Containers
Dynamic Spark Scaling on Amazon EKS with Argo Workflows and Events
Introduction
Kubernetes has gained widespread adoption in the field of data processing because of its ability to package and deploy applications as containers with all required dependencies, as well as its support for running data frameworks. This makes it easy for developers to run their Data Analytics/Machine Learning (ML) applications within a Kubernetes cluster and allows them to run multiple versions of these apps within the same cluster. Additionally, Kubernetes offers strong scaling options for both nodes and pods, which enables users to easily scale batch jobs as needed, and a wide variety of tools for observability, logging, batch scheduling, and job orchestration, making it a popular choice for running data platforms.

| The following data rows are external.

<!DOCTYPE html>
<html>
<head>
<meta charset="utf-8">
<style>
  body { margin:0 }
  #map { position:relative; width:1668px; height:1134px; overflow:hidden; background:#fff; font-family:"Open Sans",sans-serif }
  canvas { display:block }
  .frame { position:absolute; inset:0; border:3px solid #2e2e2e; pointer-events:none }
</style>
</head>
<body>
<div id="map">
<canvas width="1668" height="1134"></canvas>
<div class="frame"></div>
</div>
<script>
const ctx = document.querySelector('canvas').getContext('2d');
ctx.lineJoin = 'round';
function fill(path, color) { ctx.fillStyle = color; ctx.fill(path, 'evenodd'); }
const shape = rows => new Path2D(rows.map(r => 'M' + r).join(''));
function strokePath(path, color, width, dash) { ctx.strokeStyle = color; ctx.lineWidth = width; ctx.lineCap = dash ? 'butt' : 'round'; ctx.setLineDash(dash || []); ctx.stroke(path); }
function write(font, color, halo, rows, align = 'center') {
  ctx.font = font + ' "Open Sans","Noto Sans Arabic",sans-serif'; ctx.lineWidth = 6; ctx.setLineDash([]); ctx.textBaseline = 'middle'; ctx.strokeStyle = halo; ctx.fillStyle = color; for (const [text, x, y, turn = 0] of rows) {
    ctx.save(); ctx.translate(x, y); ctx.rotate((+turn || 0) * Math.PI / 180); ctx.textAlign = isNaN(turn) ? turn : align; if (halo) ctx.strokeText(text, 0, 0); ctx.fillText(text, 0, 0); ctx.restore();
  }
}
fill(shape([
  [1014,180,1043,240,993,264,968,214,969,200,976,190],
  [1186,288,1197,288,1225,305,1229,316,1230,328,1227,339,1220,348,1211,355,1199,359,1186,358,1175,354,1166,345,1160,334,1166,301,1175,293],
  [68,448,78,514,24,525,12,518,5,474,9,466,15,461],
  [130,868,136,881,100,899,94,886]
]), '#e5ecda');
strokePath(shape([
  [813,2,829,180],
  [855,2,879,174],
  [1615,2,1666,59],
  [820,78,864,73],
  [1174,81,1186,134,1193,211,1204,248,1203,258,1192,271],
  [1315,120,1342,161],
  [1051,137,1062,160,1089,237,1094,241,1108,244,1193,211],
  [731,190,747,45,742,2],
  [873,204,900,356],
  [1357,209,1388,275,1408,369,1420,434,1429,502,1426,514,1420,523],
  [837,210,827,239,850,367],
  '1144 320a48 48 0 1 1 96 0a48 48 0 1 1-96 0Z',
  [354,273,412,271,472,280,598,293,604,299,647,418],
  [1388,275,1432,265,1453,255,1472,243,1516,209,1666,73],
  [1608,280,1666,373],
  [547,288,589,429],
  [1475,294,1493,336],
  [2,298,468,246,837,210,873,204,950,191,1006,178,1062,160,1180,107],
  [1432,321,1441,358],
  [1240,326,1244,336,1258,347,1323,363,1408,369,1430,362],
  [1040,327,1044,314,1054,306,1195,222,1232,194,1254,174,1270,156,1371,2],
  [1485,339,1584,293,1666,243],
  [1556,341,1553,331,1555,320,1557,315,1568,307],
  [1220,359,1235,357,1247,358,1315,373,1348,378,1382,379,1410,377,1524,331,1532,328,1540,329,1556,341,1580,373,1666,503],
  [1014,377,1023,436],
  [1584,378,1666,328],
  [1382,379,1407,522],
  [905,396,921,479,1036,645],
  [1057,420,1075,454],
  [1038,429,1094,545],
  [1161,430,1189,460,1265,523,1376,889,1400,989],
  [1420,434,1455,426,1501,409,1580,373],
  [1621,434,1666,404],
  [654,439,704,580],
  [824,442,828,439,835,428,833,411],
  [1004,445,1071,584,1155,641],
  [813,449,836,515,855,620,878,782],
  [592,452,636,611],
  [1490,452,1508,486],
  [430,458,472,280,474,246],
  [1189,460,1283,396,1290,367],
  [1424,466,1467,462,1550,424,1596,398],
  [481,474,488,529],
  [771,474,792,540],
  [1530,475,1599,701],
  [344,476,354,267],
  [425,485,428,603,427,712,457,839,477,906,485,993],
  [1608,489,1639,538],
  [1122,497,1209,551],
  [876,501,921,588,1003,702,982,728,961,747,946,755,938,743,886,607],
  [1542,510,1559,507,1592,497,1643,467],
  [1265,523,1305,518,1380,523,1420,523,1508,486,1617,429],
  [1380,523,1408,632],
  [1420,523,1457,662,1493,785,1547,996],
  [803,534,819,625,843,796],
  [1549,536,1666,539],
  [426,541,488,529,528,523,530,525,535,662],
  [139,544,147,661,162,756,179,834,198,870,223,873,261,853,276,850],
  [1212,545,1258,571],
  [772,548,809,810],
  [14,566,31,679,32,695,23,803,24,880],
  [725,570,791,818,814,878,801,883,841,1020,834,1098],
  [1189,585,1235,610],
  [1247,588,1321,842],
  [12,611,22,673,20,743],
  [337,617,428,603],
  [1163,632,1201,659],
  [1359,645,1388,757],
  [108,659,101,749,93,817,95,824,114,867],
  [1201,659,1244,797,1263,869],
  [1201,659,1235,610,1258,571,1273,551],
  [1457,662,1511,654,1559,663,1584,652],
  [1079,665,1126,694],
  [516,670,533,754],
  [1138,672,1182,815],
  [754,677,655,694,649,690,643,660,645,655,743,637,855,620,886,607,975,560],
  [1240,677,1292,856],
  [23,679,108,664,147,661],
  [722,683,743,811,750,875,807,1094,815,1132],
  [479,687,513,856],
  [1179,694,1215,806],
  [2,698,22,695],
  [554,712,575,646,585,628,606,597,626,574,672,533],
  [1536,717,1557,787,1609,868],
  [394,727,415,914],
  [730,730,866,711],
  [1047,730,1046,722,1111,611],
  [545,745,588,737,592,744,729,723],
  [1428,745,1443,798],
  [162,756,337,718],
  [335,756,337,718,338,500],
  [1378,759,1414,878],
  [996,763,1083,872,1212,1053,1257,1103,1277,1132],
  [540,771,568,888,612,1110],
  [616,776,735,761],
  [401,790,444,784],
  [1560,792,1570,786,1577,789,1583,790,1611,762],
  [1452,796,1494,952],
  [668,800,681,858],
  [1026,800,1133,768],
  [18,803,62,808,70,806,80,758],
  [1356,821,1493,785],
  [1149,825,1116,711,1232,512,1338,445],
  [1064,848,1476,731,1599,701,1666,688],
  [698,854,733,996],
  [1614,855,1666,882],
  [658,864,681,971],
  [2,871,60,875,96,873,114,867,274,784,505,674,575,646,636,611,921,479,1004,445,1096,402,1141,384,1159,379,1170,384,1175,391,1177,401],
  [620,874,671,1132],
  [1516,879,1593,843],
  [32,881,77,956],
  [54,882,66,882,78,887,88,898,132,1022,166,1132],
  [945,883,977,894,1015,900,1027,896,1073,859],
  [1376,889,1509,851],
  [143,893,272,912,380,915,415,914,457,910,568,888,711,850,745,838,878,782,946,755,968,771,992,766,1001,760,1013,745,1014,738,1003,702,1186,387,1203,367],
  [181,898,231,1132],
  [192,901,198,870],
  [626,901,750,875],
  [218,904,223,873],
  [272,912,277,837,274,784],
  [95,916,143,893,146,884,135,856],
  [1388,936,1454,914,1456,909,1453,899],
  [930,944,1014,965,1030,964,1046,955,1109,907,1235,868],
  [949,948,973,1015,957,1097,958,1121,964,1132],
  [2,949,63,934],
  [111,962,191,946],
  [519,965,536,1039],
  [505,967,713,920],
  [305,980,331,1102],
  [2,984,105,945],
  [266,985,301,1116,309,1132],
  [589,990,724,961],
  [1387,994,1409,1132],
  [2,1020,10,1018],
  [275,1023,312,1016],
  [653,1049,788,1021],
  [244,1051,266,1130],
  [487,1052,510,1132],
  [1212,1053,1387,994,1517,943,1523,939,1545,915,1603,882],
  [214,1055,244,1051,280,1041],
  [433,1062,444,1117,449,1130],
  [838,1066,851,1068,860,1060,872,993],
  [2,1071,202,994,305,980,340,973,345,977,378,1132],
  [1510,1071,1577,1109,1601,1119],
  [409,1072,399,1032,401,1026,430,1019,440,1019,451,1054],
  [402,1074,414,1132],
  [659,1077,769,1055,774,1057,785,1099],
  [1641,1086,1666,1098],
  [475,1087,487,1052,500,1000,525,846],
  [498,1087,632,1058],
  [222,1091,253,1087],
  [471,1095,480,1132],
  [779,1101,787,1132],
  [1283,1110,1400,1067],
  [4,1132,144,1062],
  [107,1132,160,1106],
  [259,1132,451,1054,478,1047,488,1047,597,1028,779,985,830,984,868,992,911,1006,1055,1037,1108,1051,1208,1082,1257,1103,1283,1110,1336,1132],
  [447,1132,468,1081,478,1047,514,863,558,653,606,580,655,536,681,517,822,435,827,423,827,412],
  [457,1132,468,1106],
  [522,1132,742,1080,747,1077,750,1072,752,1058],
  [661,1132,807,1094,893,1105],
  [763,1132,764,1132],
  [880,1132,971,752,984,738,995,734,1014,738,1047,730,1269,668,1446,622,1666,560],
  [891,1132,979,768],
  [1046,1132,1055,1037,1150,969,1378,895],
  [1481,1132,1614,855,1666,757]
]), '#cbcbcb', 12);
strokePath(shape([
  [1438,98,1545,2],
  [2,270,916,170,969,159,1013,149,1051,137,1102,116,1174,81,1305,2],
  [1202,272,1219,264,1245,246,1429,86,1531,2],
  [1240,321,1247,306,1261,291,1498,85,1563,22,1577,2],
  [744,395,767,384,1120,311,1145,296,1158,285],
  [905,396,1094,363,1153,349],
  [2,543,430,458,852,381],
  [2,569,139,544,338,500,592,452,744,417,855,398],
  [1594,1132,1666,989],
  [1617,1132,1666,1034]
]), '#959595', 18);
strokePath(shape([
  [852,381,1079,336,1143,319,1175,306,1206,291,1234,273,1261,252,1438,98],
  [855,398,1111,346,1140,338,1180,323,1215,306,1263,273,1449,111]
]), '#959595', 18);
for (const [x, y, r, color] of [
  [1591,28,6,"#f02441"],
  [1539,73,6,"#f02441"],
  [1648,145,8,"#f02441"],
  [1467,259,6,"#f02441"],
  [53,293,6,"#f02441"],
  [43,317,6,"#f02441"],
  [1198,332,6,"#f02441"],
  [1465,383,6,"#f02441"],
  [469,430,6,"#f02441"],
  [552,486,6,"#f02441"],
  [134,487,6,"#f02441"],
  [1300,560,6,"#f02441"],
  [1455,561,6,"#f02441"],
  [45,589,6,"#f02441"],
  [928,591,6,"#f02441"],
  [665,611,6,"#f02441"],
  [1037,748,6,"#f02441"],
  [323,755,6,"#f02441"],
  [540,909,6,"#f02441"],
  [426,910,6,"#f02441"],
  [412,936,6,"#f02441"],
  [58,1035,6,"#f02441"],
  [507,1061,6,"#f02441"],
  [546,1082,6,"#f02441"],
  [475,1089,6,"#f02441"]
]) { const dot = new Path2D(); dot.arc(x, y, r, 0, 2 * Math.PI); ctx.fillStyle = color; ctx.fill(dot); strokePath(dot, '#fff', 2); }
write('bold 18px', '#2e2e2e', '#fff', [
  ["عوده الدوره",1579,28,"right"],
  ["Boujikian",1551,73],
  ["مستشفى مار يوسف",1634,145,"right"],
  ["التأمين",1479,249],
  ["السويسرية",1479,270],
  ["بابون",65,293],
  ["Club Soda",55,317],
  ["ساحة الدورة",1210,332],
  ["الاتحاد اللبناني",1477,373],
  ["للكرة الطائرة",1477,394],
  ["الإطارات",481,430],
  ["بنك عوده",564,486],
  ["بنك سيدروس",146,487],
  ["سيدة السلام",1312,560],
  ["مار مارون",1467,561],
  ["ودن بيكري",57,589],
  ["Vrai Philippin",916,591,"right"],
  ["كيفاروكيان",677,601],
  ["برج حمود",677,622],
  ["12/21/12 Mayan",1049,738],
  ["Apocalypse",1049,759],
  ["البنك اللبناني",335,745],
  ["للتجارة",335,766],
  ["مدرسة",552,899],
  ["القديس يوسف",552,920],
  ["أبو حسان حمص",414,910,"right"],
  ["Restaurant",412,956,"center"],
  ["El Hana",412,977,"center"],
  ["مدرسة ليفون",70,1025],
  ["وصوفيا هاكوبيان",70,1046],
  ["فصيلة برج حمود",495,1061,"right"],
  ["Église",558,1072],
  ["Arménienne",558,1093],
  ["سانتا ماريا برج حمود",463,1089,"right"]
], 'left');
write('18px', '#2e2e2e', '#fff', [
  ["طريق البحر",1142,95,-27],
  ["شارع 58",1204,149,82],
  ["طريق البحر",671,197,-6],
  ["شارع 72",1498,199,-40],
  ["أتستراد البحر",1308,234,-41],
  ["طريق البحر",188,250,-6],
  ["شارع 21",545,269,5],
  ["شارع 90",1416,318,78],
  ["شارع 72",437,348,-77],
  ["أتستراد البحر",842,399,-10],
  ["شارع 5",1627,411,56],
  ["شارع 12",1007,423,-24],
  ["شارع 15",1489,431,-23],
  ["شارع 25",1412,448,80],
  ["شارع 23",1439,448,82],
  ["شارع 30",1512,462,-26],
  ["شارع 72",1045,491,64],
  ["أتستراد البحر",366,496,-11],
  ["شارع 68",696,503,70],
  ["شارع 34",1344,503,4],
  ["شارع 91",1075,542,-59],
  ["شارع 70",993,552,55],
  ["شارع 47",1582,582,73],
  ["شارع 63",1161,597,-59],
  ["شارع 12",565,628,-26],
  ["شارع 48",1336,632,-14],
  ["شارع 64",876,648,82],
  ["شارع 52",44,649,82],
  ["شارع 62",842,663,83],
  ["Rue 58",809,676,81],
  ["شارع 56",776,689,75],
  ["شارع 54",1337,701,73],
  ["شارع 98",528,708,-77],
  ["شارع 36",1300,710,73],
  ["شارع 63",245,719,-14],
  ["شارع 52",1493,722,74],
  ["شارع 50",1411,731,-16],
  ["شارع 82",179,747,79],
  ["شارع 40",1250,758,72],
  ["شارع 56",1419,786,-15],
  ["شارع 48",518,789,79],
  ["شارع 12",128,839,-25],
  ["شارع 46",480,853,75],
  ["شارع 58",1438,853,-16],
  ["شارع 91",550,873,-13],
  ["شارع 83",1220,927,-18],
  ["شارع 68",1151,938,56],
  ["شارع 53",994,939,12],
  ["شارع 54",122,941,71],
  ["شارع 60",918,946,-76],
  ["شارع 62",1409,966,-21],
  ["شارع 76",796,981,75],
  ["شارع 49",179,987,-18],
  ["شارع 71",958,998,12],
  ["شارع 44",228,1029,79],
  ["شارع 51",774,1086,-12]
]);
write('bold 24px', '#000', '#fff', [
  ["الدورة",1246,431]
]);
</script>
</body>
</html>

Effective orchestration is essential for running batch jobs like Spark efficiently. For instance, generating a ready-to-consume golden dataset often requires the execution of multiple Spark jobs, either in parallel or sequentially. Without proper orchestration, managing and automating these jobs can be difficult and time-consuming because it requires coordinating the execution of multiple tasks and ensuring that they are executed in the correct order. One popular tool for managing workflows is Apache Airflow, and Amazon offers a managed version of this tool called Amazon Managed Workflows for Apache Airflow (Amazon MWAA), which allows users to orchestrate workflows without having to worry about managing the underlying infrastructure. Another orchestration tool is Argo Workflows, which is built on top of Kubernetes as a custom resource definition (CRD)-based workflow engine. It allows you to define the workflows where each step in the workflow is a container. Argo Workflows can be managed using kubectl and is natively integrated with other Kubernetes services such as volumes, secrets, and Role-Based Access Control (RBAC). Argo Workflows includes a feature called Argo Events, which allows users to trigger workflow execution based on external events such as the completion of another workflow or the arrival of new data. This can be especially useful for building dynamic and event-driven data pipelines. Argo Workflows is a powerful tool for managing and automating complex workflows within a Kubernetes cluster.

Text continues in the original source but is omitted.